We began asking ourselves: Who else is teaching about the politics of Indigenous art? Who else is examining how our artists use expression as a path toward sovereignty? Our course became an exploration of survivance—that powerful word that holds both survival and resistance. We wanted our students to understand that every Indigenous brushstroke is a political act, every film frame a form of reclamation, every piece of art a declaration that we are still here.
It is now the fall semester of 2025, and I just stood before a room of first-year students who are not only brilliant but eager to understand how art functions within Indigenous communities, not just as expression, but as resistance, as memory, and as a demand to be seen. Our class is small, but I’ve come to cherish that. Teaching, I’ve realized, isn’t always about broadcasting to the masses, but can be forming a circle where every voice carries weight. I still don’t quite know what to call the first-years in the room. “Students” feels too formal, too hierarchical, when in reality, we’re all learning together. And I truly have learned something from each of them. A few have even joined the Indigenous Students' Organization, and watching them step into the same community that held me when I first met Vanessa— that’s one of the most deeply fulfilling, yet hard-to-put-into-words feelings I’ve experienced.
That first Wednesday, my hands trembled with nerves.

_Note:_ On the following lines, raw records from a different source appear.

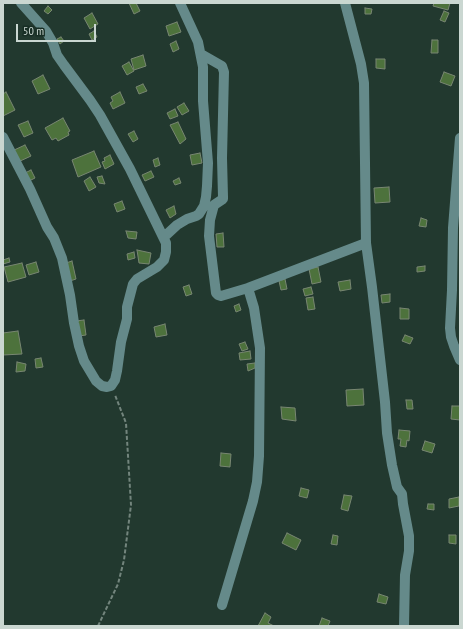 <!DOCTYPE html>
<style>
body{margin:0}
#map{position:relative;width:463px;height:629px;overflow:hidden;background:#22392f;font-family:"PT Sans Narrow",sans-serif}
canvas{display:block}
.frame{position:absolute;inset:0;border:4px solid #cad7d1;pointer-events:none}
.scale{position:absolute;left:16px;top:24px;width:80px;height:18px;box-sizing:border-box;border:2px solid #cad7d1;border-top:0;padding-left:5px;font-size:12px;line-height:14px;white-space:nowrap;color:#cad7d1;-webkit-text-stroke:3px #182e25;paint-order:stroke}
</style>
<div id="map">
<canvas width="463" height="629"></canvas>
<div class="frame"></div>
<div class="scale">50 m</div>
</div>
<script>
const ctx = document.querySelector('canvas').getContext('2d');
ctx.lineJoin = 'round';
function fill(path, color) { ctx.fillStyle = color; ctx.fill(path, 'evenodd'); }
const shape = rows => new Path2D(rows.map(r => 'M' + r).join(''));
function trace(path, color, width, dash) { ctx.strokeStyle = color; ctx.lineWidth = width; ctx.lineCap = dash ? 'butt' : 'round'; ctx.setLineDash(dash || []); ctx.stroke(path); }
const building = shape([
 [129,3,136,3,140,11,134,14,129,3],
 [434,3,450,3,448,10,433,6,434,3],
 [48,6,52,10,48,14,44,11,48,6],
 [365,8,372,9,371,14,365,14,365,8],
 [444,11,449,13,445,22,440,20,444,11],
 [92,13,98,24,90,29,84,18,92,13],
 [177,22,181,32,169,36,166,26,177,22],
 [94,31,97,37,92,40,89,34,94,31],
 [61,37,64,41,60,44,57,39,61,37],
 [432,40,438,40,438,53,431,53,432,40],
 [176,41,179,49,173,52,170,44,176,41],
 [143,55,146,66,134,70,131,59,143,55],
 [376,59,385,59,385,69,376,68,376,59],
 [129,62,134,71,127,75,122,66,129,62],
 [444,72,455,76,451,86,440,82,444,72],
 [43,75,50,89,38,94,32,81,43,75],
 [143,84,147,91,139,94,136,87,143,84],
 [6,92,15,110,3,116,3,94,6,92],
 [120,92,125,103,113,109,110,103,113,101,111,97,120,92],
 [184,103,189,111,182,115,177,107,184,103],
 [175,109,178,116,170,119,167,113,175,109],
 [63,118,70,131,68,132,69,135,58,141,56,138,52,140,45,128,63,118],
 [28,121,33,133,24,137,18,125,28,121],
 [178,122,186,139,180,144,170,125,178,122],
 [134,131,138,139,133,142,128,134,134,131],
 [25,145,31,156,18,162,12,151,25,145],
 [94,151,101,167,78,177,72,160,94,151],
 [200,153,202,163,192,165,190,155,200,153],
 [110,155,114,164,105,169,102,162,105,161,104,158,110,155],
 [158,158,160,165,155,167,153,160,158,158],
 [31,170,35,178,27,182,23,174,31,170],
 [151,171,154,177,145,181,142,175,151,171],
 [102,176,105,184,99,183,97,177,102,176],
 [90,177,96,187,89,191,84,181,90,177],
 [179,178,181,183,175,185,173,181,179,178],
 [389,187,390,202,375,203,374,188,389,187],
 [122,201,125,209,117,212,114,204,122,201],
 [174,206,176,214,170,218,166,210,174,206],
 [421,218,427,220,426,227,419,226,421,218],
 [126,231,137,232,136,239,128,238,126,231],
 [223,233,224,247,217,247,216,234,223,233],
 [137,250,151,253,149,264,139,263,137,250],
 [134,252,135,258,128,260,127,254,134,252],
 [9,258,10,262,3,264,3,260,9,258],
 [72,261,76,279,70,281,66,263,72,261],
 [36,262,39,272,29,275,26,265,36,262],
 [22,263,26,277,8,282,4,267,22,263],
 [425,266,425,271,417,272,417,267,425,266],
 [318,267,321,282,312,284,309,269,318,267],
 [285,279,287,289,281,290,279,281,285,279],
 [350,280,351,289,340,291,338,282,350,280],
 [189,285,192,294,186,296,183,287,189,285],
 [311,287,313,294,305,296,303,289,311,287],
 [390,294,390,302,382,303,381,295,390,294],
 [313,297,315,309,308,310,306,298,313,297],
 [239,304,241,310,236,312,234,306,239,304],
 [400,308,409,309,409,319,400,319,400,308],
 [84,320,86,335,79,336,76,321,84,320],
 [165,324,167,335,156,337,154,327,165,324],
 [18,331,22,354,3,355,3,333,18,331],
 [405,335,413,338,410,344,402,341,405,335],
 [245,342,248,349,242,351,239,344,245,342],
 [250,351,251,359,240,360,239,353,250,351],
 [41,358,43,367,36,368,35,359,41,358],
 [17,362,26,364,25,371,16,372,17,362],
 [255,363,255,368,248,371,247,364,255,363],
 [363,389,364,405,347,406,346,390,363,389],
 [406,400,412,400,413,409,407,409,406,400],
 [452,406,460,406,460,420,451,419,452,406],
 [281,407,295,408,296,421,282,419,281,407],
 [399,430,410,431,409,441,407,440,406,447,400,446,401,439,398,439,399,430],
 [425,441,435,444,432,453,422,450,425,441],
 [221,453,231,454,230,467,220,466,221,453],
 [301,488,309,490,307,498,299,496,301,488],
 [344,495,352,496,348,511,341,509,344,495],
 [459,497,459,506,449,508,449,499,459,497],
 [428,504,434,504,434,510,427,509,428,504],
 [287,533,301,540,296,550,282,543,287,533],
 [333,535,338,536,337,545,331,544,333,535],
 [449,535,456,535,456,544,449,543,449,535],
 [379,594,388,597,386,604,377,602,379,594],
 [265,613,271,617,268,623,274,626,258,626,265,613],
 [322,618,330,621,328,626,319,626,322,618]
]);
const path = shape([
 [98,626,118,584,124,560,131,505,126,423,115,395]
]);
const minor = shape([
 [345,3,361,64,364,83,366,243,372,287,385,402,387,433,392,465,397,487,402,494,403,504,409,536,409,551,405,575,404,626],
 [201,54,222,66,224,72,222,158,223,197,223,199,214,205,210,220,209,236,216,293,218,295,221,296,248,288,366,243],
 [3,137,30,189,47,227,54,238,62,258,70,295,74,323,79,346,84,361,96,381,102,386,107,387,111,386,115,380,117,371,121,342,127,319,127,307,133,284,137,279,157,267,164,260,166,252,166,243,130,169,100,115,90,100,64,65,57,55,53,43,46,31,21,3],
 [460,138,453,228,452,290,450,328,451,337,454,346,460,360],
 [164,237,177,225,187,219,196,216,199,214,204,206,206,197,207,186,208,163,203,101,203,67,198,42,180,3],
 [222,605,253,501,257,482,259,456,260,348,254,308,248,288]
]);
fill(building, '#4d723c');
trace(building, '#788672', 1);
trace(path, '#73857d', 2, [4, 2]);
trace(minor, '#658a8a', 10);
</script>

But with Vanessa by my side and a room full of curious faces before me, I reminded myself that I don’t need to have all the answers. What matters is asking the right questions and creating space for truth to unfold on its own.
We’ve just finished our first module, Art as Activism, where we delved into the work of Chiara “Sunshine” Beaumont, the Creative Resistance Team at the NDN Collective, and Tall Oak Weeden. Each class takes on a life of its own. Sometimes our discussions lead us down unexpected paths, like how even font choices carry political significance, especially in movements like LandBack. Sometimes the room grows quiet, heavy with the emotion a piece carries, as we reflect on how context breathes life into meaning.

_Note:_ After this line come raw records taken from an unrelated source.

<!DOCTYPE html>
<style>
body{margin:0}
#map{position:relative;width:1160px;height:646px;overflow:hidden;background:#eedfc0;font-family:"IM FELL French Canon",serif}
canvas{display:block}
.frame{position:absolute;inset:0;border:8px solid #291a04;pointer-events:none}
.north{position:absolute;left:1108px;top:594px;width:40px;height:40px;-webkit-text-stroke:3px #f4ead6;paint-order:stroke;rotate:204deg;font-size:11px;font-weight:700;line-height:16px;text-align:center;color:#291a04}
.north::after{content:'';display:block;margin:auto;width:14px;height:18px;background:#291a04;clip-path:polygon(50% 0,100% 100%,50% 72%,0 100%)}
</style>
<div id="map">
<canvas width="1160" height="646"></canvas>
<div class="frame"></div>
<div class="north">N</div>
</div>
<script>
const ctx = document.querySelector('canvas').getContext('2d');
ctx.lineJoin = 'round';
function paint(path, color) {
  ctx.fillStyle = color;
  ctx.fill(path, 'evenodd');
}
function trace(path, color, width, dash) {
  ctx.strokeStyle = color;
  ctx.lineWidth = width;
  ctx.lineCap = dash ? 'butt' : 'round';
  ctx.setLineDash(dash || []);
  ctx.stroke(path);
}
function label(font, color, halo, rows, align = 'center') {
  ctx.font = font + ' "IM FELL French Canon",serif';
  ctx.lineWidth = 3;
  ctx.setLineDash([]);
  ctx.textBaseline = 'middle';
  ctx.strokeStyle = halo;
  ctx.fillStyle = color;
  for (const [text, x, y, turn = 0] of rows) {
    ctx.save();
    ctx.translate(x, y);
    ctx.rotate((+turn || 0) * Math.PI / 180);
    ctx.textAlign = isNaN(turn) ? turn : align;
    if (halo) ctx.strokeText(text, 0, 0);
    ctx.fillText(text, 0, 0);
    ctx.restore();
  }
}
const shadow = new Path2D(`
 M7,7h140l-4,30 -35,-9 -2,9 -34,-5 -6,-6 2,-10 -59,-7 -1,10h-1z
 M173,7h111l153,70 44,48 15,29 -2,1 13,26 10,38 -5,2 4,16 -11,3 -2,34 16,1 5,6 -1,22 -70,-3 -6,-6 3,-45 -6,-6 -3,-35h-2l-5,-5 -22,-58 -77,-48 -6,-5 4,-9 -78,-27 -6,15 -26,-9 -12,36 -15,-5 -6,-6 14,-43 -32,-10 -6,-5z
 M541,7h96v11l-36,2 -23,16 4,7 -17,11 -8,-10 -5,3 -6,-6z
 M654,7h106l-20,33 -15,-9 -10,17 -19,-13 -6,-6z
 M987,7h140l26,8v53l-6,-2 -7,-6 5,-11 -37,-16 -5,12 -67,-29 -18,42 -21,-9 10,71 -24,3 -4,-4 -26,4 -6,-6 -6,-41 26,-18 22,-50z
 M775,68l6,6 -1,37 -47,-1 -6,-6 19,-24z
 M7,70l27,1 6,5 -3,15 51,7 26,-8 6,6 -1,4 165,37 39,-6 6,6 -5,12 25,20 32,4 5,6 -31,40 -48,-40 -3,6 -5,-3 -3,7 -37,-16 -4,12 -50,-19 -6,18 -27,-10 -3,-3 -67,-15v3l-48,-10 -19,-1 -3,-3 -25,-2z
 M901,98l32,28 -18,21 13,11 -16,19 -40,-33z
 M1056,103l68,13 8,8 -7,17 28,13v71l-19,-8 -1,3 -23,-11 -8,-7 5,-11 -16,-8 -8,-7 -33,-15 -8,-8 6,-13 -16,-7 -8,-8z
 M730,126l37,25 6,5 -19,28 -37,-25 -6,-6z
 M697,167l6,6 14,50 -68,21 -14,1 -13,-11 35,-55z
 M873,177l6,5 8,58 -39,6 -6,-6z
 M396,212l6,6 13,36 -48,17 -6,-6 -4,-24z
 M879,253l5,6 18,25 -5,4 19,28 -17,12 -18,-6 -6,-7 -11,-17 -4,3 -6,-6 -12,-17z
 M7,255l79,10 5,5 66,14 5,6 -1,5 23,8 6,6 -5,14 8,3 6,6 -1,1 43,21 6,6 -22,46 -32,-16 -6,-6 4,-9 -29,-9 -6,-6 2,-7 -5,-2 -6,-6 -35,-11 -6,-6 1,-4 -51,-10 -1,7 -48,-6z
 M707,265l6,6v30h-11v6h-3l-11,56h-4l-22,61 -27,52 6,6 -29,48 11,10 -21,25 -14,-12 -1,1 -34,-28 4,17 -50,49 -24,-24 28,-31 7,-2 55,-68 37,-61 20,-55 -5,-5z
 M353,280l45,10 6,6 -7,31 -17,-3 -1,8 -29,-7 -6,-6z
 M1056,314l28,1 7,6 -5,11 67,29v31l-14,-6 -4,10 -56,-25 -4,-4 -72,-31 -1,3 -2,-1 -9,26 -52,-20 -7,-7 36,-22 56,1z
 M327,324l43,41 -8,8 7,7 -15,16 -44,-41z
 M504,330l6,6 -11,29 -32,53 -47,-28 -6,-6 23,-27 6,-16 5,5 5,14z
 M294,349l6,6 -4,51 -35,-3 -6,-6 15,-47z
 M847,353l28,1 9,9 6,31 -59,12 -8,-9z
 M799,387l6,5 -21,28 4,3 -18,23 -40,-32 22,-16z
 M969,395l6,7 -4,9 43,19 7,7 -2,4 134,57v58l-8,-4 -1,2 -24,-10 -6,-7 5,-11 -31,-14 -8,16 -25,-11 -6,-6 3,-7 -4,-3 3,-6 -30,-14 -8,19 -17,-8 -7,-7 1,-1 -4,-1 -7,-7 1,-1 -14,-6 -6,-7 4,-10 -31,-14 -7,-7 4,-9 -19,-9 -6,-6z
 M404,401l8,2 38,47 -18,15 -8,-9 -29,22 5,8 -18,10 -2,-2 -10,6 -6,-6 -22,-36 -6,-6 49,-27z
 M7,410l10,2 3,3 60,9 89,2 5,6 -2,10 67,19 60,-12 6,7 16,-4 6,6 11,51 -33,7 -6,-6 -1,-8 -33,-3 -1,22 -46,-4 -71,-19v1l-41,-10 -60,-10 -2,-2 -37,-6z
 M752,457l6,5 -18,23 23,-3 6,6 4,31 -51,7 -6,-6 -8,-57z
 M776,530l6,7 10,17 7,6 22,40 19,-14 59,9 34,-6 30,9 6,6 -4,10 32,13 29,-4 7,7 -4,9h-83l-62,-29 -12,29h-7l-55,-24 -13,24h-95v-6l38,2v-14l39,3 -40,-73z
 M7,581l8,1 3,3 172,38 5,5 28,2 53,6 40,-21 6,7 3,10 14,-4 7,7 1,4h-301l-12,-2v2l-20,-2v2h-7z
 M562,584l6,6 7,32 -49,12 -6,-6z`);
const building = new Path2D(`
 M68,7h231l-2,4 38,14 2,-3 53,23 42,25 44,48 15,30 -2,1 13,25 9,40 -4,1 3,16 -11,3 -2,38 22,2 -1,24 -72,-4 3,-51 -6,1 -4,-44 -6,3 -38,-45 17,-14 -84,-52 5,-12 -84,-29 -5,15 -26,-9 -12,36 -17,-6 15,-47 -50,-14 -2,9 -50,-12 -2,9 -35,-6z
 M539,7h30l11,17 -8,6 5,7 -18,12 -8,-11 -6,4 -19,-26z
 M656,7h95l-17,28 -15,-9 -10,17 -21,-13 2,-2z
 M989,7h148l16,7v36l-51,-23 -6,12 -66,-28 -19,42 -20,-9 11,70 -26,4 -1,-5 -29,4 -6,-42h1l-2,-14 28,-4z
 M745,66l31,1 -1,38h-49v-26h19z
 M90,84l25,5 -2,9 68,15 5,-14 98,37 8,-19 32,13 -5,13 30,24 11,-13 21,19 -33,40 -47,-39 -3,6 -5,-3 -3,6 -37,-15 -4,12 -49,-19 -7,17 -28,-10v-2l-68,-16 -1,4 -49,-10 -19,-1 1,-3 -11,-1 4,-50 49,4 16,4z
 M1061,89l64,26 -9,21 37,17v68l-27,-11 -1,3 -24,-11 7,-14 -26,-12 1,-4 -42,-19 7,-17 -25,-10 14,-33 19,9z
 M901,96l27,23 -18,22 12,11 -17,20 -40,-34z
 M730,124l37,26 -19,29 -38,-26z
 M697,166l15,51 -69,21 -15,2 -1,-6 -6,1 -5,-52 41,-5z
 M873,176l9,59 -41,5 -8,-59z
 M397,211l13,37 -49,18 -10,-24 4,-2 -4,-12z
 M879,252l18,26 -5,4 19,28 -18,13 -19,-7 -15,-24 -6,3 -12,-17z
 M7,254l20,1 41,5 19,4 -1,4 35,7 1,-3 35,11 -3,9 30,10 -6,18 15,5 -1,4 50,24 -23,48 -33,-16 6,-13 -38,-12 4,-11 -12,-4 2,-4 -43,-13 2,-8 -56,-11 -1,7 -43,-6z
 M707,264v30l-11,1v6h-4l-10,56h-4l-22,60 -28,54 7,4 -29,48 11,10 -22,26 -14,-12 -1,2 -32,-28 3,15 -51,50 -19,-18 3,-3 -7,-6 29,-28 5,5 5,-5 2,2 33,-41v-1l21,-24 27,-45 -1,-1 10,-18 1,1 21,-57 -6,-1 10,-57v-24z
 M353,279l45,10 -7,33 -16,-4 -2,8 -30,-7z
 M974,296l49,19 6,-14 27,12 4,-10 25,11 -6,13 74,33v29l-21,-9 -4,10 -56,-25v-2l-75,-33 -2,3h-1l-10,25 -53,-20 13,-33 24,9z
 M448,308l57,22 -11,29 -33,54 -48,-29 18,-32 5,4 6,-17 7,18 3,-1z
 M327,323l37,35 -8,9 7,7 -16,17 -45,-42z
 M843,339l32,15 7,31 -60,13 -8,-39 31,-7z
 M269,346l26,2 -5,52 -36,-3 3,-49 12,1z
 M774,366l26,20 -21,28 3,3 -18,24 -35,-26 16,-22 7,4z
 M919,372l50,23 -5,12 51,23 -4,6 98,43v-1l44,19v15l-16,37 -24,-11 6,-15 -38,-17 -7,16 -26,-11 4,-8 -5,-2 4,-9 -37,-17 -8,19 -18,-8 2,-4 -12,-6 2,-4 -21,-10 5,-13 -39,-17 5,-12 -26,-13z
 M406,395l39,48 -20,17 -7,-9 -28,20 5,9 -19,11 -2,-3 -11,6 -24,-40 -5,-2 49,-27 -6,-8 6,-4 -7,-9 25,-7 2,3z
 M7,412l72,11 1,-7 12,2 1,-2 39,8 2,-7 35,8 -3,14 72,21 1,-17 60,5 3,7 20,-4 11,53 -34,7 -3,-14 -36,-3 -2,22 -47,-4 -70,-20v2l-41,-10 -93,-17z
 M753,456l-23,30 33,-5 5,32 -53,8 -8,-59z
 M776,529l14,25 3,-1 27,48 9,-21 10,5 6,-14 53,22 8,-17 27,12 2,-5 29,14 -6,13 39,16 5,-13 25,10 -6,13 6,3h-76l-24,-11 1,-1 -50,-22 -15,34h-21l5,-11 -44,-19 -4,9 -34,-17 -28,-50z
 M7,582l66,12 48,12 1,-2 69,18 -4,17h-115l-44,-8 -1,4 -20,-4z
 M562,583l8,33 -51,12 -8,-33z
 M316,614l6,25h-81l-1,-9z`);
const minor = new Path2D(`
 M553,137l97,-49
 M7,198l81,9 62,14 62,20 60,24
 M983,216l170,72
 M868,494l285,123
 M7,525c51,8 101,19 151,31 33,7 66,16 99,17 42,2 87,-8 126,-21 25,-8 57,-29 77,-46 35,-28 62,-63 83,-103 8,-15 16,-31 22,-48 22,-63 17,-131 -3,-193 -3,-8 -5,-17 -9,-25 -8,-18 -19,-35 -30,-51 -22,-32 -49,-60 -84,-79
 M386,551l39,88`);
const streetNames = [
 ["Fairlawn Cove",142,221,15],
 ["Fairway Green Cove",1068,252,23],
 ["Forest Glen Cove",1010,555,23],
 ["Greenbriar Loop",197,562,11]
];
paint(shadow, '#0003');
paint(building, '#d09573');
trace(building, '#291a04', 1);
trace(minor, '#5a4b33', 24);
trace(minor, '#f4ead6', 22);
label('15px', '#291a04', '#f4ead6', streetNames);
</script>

The Marías play softly in the background as we create our own pieces, and laughter often breaks the quiet—usually sparked by Vanessa’s sudden giggle at something only she hears. It’s in these small moments, this beautiful mix of reflection and joy, that I’m reminded just how alive this work truly is.
Three weeks in. Only three weeks, and I already know with absolute certainty that teaching is what I want to do. I keep searching for a better word than “teaching,” because in that room, it feels more like co-learning—facilitating discussions I’m eager to be part of. I want to engage in the field of Indigenous Studies to share knowledge, but also to nurture the kind of confidence in others that I spent years searching for. I want to be the faculty member who shares the history of resistance that young Indigenous students hunger for but so rarely find. Maybe I’ll even teach a course on Indigenous expression the way Vanessa and I do now, driven by the inspiration of our success in the class and the ever-evolving conversation about identity, resistance, and expression.
In that classroom, I think Vanessa and I are carrying forward a conversation that first reached me through my grandfather’s hands, flowed through his brushstrokes, and now lives on in the questions we ask and the art we create together. I can’t wait to see how our story continues to grow.